AI Joins the Campaign Trail
And how to watch out for deep fakes that target you – and only you
Ric Edelman: It's Tuesday, October 17th. Oh my goodness. The election is only one year away. Are you worried? Well, what exactly are you worried about? I'll tell you what I'm worried about. I'm worried about all the ads I'm going to be getting bombarded with for the next year. Well, okay. I'm not really worried about all that. Maybe you're worried that your candidate will lose. Or maybe you're worried because you don't even like any of the candidates.
Well, here's another worry. If you don't have enough already, are you worried that AI is going to disrupt the elections with artificial intelligence? We can make people look like they're saying things that in fact, they've never said. I did a show earlier this year. Maybe you remember it, where the entire show was written by AI and it was also performed by AI. The software replicated my voice. You couldn't tell that it wasn't me. My producer couldn't tell. My wife couldn't tell. Well, at least Jean couldn't tell at first.
That was last winter when I did that, when ChatGPT was still new. Now the tech can make videos of people, not just audios that are entirely made up. It's called deepfake, and you can't tell that it's really not the president declaring nuclear war.
Now just imagine what this tech will be able to do a year from now, right as we're about to vote. It's all about disinformation. If I can't win the election, then I'm going to do everything I can to make sure you lose it.

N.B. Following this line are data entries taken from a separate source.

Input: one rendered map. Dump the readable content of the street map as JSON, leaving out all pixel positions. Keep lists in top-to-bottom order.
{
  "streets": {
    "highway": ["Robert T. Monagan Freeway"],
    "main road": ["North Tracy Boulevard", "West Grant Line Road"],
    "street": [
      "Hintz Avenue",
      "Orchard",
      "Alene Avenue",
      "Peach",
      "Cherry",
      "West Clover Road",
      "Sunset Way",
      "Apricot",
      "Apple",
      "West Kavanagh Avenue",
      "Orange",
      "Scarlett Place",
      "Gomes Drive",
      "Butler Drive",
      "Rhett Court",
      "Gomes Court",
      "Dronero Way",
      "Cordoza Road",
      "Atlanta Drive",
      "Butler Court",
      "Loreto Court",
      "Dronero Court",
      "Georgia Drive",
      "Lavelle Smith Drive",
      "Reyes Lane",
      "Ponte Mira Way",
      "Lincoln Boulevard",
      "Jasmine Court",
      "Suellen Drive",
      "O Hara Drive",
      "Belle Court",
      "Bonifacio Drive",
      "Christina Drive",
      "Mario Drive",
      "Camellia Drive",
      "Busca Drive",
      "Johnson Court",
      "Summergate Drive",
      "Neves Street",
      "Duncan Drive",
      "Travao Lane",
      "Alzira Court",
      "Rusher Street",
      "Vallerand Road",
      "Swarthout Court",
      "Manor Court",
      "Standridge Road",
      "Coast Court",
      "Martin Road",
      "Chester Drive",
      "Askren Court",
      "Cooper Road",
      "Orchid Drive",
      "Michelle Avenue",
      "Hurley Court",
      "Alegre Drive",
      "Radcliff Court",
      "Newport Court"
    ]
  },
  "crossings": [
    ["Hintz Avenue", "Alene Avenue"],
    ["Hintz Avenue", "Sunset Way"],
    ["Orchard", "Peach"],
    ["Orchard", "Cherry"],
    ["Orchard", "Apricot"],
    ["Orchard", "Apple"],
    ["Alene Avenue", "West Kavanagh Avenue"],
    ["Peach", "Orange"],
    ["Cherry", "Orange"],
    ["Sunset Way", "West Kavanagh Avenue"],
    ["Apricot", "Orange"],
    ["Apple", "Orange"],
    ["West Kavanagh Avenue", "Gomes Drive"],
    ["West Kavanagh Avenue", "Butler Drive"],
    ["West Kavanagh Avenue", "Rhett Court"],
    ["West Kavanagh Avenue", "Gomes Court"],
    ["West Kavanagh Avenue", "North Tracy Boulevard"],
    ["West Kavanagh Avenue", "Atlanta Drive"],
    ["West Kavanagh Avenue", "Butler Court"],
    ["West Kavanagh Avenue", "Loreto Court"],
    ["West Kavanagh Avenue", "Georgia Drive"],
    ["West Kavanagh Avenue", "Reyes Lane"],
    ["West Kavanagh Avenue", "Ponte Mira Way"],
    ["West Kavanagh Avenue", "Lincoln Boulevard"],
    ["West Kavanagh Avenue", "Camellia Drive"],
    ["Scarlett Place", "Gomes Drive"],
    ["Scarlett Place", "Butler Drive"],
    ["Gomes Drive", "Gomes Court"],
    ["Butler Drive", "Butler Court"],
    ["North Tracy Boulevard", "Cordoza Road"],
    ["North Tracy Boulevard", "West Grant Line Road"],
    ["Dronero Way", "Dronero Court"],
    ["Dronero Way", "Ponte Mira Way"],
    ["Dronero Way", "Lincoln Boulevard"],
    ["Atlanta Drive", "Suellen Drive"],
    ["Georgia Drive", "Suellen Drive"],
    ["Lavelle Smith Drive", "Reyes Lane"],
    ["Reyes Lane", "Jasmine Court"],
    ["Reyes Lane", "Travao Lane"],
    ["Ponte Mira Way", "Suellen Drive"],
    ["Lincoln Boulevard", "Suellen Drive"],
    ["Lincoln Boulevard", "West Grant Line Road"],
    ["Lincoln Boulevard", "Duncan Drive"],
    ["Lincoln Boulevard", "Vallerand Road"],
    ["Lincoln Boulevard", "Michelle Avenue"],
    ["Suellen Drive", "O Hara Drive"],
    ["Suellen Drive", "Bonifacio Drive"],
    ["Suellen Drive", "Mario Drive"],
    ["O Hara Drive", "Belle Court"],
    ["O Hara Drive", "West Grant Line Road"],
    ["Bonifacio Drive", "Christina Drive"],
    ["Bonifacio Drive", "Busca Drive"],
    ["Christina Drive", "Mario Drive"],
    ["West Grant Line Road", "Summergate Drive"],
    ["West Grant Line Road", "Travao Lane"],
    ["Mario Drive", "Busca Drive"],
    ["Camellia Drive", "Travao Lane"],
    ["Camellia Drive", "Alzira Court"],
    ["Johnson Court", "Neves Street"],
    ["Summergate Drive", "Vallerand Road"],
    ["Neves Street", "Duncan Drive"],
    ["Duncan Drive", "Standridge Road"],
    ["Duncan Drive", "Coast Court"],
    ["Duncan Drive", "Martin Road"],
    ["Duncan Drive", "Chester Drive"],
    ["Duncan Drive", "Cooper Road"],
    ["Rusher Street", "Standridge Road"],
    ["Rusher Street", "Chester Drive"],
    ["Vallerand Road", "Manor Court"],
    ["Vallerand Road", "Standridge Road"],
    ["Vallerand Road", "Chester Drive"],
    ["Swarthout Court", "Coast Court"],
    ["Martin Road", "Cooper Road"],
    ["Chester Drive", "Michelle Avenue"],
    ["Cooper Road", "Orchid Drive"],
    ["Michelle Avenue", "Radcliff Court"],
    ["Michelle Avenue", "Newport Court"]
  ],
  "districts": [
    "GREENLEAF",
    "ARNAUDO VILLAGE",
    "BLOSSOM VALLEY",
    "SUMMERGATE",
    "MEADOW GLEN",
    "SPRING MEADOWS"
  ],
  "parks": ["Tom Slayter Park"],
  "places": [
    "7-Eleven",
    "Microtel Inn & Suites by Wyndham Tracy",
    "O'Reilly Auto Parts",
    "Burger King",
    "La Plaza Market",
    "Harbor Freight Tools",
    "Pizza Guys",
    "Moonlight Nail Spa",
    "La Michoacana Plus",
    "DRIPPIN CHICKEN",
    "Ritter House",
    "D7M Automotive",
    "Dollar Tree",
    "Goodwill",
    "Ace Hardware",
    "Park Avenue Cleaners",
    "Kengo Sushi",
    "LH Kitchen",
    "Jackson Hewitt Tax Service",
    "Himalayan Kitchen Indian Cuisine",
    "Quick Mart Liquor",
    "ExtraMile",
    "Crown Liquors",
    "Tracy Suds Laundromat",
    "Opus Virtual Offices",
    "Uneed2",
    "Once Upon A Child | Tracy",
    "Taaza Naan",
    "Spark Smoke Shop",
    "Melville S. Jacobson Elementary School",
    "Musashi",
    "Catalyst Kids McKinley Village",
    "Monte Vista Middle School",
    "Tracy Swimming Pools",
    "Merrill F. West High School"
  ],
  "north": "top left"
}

The AI can do three things. It can send info to tens of millions of people, and if enough of them hear the fake message, maybe enough of them will fall for it to change their votes and change the outcome of the election. AI is also super realistic. The deepfake audios and videos and photos could again change the election outcome. And finally, AI can be used for Micro-targeting. You could get messaging that's crafted just for you, with personal details that make it look like it really came from someone you know. Instead of one message going to 100 million people, it's 100 million messages, each going to just one person.
Pretty soon, we'll all be trained to doubt and distrust everything and everyone. How can you reliably cast a vote in that environment? Is the election really going to be as scary as all this? Is democracy doomed? I don't think so. And I really do believe that you can relax. I think you already know if you're going to vote for Joe Biden or Donald Trump. I can't imagine you getting any email or text or video that's going to change your mind.
And while troublemakers will be using AI to try to trick you, the real candidates along with their PACs and the RNC and the DNC, they'll all be using AI to send you real messages and to alert you to the fakes, and the media will be there as well to help us keep the information legit. Although, yeah, some of them will be biased and one-sided too.
Let's keep in mind that there's been fraud in politics for as long as there's been politics. Remember Joseph Kennedy, JFK's father, who famously said, “Don't buy a single vote more than necessary. I'll be damned if I'm going to pay for a landslide.” Or at least supposedly that's what he said.
See my point? We're not sure, are we? So relax. Academic research shows that we are all so accustomed to being bombarded with claims and counterclaims that were pretty much impervious to persuasion. 25 elections have been held since ChatGPT emerged, and a study by Dartmouth says there's evidence that deepfakes did not make any difference in any of those elections. Harvard studied the 2016 election and found out that Russia sent 80,000 posts that were seen by 126 million Americans, half of all voters. But a study of that data by Stanford found that it shifted votes by just hundredths of a single percentage point. The bottom line is this it costs money to create and distribute all these deepfakes. So that suggests that whichever candidate has the most money is going to win the election. What's new about that?